* [TASK DIRECTIONS] Restate the listing below exactly, images excluded.

---------- GIVEN MATERIAL

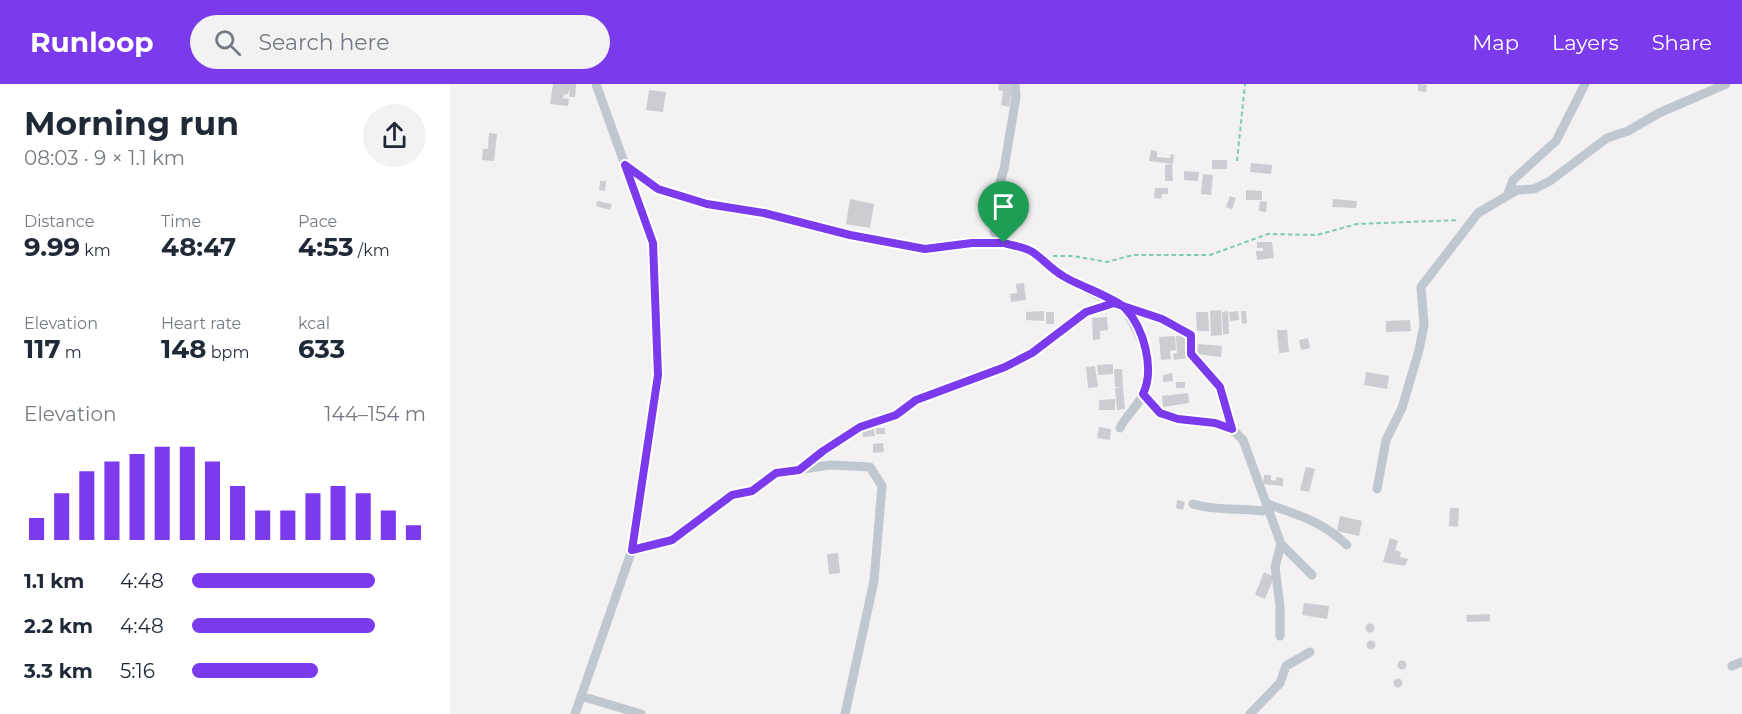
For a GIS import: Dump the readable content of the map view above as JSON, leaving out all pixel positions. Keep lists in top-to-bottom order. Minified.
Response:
{"page":{"header":"Runloop","search":"Search here","nav":["Map","Layers","Share"],"heading":["Morning run","08:03 · 9 × 1.1 km"],"stats":[["Distance","9.99 km"],["Time","48:47"],["Pace","4:53 /km"],["Elevation","117 m"],["Heart rate","148 bpm"],["kcal","633"]],"chart":["Elevation","144–154 m"],"list":[{"name":"1.1 km","note":"4:48"},{"name":"2.2 km","note":"4:48"},{"name":"3.3 km","note":"5:16"}]}}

--------------------

* [ANSWER SECTION]
For a GIS import: Dump the readable content of the map view above as JSON, leaving out all pixel positions. Keep lists in top-to-bottom order. Minified.
Response:
{"page":{"header":"Runloop","search":"Search here","nav":["Map","Layers","Share"],"heading":["Morning run","08:03 · 9 × 1.1 km"],"stats":[["Distance","9.99 km"],["Time","48:47"],["Pace","4:53 /km"],["Elevation","117 m"],["Heart rate","148 bpm"],["kcal","633"]],"chart":["Elevation","144–154 m"],"list":[{"name":"1.1 km","note":"4:48"},{"name":"2.2 km","note":"4:48"},{"name":"3.3 km","note":"5:16"}]}}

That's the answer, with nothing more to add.